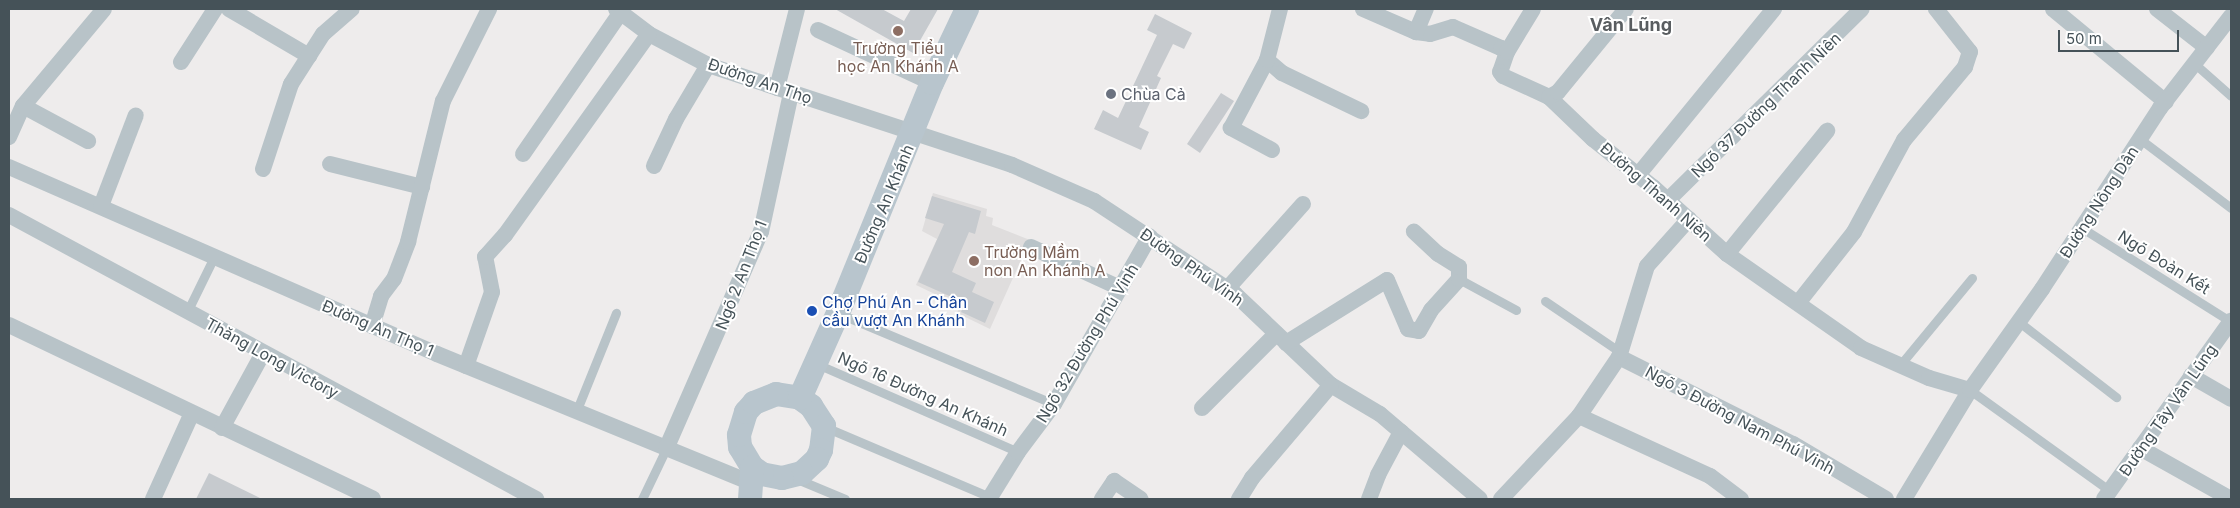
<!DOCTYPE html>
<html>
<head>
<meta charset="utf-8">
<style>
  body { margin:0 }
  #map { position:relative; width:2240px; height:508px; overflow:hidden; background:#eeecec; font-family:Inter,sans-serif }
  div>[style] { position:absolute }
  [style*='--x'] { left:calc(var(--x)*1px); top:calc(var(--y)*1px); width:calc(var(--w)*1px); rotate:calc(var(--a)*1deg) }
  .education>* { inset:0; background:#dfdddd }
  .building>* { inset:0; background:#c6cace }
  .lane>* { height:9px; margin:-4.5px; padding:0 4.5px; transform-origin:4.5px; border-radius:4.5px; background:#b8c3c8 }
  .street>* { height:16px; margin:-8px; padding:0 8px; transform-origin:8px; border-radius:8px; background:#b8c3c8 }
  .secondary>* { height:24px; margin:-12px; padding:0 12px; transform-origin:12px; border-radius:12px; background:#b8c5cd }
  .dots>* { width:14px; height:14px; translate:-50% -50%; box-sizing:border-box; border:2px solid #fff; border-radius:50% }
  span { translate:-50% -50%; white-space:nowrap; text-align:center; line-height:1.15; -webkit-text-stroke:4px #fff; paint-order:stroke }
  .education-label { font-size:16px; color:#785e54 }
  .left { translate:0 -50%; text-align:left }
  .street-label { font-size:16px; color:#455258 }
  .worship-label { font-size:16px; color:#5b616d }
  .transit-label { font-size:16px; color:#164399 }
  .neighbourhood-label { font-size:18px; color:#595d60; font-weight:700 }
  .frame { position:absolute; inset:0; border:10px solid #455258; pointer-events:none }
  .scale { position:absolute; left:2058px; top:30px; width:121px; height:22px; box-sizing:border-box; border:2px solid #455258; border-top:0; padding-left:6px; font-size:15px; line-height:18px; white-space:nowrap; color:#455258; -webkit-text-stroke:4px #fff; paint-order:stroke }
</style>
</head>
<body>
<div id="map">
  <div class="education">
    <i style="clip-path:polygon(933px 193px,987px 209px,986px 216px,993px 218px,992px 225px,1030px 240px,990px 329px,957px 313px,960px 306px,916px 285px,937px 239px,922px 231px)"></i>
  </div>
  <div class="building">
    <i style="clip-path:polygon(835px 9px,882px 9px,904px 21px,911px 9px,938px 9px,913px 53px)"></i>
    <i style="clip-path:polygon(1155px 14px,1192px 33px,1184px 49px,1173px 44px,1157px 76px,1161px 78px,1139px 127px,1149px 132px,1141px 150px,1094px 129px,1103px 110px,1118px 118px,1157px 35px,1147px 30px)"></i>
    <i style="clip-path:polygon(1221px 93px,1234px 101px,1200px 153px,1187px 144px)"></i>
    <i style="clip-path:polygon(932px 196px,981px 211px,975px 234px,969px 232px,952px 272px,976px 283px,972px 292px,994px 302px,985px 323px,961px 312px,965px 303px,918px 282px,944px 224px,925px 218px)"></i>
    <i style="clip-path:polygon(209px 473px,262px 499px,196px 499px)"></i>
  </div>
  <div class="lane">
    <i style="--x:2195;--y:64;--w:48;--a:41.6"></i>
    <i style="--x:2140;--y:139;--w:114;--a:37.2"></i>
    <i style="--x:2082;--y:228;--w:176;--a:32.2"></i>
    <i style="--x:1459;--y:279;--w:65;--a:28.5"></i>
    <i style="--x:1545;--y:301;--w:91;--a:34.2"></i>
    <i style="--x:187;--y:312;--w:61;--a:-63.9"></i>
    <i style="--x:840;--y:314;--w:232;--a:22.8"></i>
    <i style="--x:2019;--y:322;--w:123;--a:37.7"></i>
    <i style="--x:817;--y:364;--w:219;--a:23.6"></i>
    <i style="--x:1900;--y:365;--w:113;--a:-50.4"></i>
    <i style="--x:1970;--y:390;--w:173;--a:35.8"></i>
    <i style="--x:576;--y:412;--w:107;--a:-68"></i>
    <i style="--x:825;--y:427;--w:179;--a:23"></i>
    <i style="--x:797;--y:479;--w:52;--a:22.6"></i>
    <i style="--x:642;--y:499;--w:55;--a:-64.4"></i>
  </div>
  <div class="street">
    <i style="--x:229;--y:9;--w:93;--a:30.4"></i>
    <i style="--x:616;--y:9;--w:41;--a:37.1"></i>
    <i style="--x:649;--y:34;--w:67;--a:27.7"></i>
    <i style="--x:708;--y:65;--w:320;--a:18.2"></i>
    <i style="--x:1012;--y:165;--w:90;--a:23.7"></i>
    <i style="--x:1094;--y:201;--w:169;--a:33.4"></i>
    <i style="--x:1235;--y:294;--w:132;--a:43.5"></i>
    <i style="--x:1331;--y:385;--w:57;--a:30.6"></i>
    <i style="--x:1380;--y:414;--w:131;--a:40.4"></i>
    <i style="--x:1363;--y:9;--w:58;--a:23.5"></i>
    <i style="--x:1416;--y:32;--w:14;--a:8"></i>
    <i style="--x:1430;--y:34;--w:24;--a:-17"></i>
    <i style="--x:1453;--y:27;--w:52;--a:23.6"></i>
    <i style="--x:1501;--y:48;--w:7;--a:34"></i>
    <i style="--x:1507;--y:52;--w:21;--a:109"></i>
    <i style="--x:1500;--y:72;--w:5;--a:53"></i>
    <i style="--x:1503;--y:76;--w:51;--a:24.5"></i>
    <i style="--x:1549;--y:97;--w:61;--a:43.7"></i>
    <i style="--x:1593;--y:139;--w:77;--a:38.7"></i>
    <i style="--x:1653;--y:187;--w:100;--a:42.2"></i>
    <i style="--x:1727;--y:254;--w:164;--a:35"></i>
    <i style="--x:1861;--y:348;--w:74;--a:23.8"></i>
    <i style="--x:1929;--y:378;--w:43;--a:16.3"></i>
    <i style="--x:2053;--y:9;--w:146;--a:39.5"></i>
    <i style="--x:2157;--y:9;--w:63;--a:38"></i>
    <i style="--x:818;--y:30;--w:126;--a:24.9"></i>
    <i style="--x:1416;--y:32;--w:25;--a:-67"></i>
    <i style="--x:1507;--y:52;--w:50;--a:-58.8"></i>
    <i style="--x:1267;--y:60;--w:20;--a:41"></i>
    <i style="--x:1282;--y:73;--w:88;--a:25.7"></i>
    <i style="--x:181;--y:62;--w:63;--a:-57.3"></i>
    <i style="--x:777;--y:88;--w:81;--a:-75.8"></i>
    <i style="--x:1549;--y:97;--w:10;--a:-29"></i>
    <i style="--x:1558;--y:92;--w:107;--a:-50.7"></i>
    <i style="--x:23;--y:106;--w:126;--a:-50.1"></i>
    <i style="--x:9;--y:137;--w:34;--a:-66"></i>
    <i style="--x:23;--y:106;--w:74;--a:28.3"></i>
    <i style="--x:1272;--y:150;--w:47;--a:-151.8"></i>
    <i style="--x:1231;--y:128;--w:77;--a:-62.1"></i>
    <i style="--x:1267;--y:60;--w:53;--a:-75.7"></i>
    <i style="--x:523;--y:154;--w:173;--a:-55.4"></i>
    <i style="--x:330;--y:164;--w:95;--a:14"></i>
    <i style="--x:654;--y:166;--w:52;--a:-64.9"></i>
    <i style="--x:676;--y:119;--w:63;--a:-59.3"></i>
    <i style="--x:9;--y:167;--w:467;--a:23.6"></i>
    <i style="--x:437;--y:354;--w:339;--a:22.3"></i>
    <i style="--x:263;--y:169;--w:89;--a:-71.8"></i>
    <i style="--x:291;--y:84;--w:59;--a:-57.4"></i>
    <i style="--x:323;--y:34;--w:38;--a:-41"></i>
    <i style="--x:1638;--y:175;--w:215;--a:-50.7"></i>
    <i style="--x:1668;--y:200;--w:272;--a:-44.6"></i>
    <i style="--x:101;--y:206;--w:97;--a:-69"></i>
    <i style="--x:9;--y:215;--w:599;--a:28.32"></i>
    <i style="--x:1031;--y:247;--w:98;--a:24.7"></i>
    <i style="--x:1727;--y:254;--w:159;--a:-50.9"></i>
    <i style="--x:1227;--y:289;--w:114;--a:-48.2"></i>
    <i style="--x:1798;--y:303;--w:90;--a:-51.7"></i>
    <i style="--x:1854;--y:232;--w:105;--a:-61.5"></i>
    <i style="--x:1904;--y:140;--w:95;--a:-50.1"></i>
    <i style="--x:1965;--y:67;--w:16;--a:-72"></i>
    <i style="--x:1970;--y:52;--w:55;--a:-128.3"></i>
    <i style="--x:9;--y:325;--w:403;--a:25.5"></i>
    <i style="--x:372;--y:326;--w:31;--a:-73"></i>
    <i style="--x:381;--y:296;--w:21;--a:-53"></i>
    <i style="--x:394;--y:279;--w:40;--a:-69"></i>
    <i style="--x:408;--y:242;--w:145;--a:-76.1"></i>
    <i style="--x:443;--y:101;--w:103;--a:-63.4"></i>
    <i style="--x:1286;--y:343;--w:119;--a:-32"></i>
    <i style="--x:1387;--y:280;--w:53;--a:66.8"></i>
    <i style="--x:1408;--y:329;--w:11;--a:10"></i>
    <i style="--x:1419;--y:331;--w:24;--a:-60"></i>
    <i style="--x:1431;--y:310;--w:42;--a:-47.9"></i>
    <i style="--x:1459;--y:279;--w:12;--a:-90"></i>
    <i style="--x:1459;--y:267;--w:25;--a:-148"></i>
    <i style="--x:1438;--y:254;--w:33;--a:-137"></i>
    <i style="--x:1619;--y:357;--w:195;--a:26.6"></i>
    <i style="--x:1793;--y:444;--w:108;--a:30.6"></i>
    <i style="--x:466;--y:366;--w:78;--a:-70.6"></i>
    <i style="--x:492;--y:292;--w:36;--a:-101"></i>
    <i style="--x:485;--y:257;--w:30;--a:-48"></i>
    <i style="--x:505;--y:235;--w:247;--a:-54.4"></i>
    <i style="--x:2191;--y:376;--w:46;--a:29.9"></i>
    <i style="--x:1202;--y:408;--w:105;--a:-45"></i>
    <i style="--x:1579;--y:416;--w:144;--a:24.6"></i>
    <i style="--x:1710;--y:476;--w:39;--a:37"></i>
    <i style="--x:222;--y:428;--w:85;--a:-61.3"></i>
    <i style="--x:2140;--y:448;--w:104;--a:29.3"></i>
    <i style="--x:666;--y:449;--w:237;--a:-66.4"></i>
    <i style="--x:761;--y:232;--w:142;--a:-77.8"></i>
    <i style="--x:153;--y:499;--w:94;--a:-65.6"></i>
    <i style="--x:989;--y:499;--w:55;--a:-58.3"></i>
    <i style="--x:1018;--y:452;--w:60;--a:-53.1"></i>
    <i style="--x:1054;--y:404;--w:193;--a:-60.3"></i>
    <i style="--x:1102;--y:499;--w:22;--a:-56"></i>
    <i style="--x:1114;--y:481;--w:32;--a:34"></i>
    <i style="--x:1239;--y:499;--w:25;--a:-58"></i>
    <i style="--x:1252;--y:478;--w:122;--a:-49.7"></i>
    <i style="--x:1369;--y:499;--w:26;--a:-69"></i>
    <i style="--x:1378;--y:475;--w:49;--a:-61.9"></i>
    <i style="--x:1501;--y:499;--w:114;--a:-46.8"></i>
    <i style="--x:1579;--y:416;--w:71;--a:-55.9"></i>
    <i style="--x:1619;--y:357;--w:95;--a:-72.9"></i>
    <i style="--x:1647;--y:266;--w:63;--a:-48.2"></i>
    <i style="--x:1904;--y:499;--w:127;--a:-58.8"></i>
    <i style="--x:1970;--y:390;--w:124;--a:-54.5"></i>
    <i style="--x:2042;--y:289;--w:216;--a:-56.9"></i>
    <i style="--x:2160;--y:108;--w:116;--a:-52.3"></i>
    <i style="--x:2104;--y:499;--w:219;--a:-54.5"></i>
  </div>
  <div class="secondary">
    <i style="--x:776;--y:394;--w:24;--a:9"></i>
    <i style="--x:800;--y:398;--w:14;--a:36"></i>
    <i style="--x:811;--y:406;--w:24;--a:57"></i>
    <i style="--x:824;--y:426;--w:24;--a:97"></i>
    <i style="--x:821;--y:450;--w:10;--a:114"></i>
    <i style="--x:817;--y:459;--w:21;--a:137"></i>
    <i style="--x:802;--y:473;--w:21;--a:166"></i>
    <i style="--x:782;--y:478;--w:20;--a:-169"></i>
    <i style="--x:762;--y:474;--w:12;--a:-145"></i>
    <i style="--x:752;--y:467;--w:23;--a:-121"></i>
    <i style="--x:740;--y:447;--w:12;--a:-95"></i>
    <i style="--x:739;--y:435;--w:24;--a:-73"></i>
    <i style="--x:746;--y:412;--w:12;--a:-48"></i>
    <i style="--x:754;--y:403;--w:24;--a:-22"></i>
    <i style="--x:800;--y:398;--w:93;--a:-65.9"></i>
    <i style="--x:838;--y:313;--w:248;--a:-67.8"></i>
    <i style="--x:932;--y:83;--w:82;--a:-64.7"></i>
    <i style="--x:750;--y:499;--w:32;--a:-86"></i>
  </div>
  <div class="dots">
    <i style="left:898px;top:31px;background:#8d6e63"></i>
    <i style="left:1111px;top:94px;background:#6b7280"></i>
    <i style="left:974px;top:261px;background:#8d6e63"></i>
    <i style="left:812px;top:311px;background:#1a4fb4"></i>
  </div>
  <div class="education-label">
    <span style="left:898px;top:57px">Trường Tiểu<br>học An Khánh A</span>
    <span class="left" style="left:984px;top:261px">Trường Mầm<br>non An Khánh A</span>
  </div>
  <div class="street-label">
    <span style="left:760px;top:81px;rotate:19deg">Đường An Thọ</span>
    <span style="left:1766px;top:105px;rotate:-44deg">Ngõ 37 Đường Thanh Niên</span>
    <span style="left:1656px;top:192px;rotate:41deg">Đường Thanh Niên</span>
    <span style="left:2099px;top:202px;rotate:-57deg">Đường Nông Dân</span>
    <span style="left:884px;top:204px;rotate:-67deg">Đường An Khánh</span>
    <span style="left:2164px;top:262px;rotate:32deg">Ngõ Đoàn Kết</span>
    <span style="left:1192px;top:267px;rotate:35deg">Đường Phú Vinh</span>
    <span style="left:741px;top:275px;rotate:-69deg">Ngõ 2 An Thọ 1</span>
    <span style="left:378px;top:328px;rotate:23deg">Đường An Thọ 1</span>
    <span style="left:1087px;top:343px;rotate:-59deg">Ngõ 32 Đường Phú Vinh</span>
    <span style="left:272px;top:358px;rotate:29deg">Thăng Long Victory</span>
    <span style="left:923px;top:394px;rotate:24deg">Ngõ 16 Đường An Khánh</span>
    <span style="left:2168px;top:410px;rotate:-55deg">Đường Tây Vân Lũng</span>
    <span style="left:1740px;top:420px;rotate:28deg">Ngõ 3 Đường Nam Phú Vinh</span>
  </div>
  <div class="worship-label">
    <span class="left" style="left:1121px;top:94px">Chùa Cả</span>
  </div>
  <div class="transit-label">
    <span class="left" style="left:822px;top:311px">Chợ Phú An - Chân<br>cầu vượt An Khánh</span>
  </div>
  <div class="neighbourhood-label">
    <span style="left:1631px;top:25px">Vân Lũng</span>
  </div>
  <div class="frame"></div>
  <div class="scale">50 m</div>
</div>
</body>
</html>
==
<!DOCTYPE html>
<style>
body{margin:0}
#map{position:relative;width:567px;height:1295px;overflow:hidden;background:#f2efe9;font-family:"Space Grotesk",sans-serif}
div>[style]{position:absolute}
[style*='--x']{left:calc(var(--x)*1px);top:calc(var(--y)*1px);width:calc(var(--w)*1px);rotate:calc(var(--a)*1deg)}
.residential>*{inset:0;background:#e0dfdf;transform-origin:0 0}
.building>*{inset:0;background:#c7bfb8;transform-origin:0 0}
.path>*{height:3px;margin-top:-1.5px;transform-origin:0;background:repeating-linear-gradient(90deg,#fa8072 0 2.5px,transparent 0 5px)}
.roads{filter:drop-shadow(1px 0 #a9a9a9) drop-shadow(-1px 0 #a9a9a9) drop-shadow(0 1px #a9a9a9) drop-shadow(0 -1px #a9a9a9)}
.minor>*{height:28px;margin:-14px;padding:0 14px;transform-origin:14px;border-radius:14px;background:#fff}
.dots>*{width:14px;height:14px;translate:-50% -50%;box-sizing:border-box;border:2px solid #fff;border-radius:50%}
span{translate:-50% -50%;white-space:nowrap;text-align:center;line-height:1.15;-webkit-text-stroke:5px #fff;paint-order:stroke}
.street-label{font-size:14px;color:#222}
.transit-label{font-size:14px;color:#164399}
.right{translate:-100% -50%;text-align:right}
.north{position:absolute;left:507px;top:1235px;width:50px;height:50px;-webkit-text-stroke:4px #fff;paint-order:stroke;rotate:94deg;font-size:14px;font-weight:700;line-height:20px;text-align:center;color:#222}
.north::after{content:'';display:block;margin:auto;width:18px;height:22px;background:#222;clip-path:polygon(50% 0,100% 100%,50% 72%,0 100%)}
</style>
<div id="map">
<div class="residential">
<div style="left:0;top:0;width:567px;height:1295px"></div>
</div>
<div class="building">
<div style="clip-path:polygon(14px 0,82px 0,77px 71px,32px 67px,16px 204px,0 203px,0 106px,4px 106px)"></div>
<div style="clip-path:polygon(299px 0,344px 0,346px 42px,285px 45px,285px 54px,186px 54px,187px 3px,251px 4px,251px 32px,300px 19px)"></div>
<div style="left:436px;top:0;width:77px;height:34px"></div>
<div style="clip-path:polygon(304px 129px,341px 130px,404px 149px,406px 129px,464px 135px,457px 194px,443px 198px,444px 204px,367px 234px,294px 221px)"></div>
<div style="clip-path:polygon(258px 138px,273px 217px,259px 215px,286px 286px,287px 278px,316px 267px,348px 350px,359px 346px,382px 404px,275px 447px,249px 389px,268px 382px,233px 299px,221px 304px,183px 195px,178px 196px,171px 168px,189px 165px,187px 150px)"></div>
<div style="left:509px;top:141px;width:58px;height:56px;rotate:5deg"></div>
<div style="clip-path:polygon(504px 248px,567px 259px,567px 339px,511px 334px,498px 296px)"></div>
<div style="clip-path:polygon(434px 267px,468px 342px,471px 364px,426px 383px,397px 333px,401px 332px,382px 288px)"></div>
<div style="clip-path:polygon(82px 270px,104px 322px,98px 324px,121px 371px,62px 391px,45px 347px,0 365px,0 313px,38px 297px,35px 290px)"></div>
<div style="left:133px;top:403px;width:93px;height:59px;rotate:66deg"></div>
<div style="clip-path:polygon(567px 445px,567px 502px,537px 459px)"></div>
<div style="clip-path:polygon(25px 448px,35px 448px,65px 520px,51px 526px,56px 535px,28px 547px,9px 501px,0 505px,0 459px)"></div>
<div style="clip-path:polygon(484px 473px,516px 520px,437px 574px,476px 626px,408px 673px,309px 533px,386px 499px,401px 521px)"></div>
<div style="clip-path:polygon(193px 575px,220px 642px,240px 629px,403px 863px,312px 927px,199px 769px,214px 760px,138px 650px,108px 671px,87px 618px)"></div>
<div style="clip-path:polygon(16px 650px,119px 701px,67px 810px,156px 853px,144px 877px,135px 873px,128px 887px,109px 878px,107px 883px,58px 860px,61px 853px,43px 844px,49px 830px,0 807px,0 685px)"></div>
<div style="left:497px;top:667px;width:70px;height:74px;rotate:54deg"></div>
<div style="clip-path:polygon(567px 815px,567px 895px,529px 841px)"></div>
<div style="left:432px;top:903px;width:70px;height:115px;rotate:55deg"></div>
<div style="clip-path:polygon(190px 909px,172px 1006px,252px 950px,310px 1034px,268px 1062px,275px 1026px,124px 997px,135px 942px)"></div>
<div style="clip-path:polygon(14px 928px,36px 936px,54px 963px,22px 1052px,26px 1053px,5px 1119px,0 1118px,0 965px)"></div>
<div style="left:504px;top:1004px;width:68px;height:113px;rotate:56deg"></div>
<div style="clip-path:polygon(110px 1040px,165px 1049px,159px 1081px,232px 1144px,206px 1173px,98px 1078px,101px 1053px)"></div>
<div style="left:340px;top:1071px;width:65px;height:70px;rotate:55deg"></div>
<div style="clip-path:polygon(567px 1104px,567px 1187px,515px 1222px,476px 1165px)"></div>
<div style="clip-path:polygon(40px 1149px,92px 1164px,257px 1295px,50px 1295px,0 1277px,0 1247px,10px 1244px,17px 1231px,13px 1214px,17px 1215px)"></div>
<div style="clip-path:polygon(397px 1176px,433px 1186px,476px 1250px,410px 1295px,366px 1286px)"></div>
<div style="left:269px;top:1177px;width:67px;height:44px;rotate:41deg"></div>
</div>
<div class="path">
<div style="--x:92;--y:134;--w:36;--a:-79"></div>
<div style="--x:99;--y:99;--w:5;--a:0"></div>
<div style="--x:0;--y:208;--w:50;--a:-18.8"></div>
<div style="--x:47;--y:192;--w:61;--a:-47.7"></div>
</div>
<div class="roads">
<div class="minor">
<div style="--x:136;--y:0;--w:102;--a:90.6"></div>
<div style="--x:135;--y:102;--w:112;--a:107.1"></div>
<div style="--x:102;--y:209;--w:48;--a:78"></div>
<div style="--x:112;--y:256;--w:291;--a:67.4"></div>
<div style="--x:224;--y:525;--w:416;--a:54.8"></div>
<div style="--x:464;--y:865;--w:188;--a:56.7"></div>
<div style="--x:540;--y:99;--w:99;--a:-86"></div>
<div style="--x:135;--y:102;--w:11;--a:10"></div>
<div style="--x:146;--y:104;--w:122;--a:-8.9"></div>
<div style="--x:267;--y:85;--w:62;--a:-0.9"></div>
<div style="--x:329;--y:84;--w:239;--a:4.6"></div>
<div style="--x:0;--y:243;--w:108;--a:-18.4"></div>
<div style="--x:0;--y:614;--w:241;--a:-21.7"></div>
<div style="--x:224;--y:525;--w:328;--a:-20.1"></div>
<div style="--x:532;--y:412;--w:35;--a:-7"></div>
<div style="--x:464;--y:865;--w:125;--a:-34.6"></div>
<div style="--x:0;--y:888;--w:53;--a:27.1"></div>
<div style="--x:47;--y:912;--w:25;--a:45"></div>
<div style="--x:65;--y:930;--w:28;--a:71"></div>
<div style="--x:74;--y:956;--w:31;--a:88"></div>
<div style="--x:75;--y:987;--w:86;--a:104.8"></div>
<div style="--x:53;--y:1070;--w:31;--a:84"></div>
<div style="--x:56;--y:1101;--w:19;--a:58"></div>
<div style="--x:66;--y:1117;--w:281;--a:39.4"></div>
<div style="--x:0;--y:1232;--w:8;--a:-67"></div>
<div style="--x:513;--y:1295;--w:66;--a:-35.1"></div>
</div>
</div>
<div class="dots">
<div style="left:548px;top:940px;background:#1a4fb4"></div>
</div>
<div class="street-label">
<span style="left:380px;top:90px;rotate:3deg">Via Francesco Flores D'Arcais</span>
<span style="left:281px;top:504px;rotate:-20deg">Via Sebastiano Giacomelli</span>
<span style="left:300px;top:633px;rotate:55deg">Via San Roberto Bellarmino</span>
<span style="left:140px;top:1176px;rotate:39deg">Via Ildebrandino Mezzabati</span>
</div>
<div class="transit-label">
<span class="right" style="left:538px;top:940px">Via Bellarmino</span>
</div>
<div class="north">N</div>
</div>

- _Your goal_
Find the count of lines in the data above where the string "relative" occurs. Provide that number alone.

- _Output of the task_
2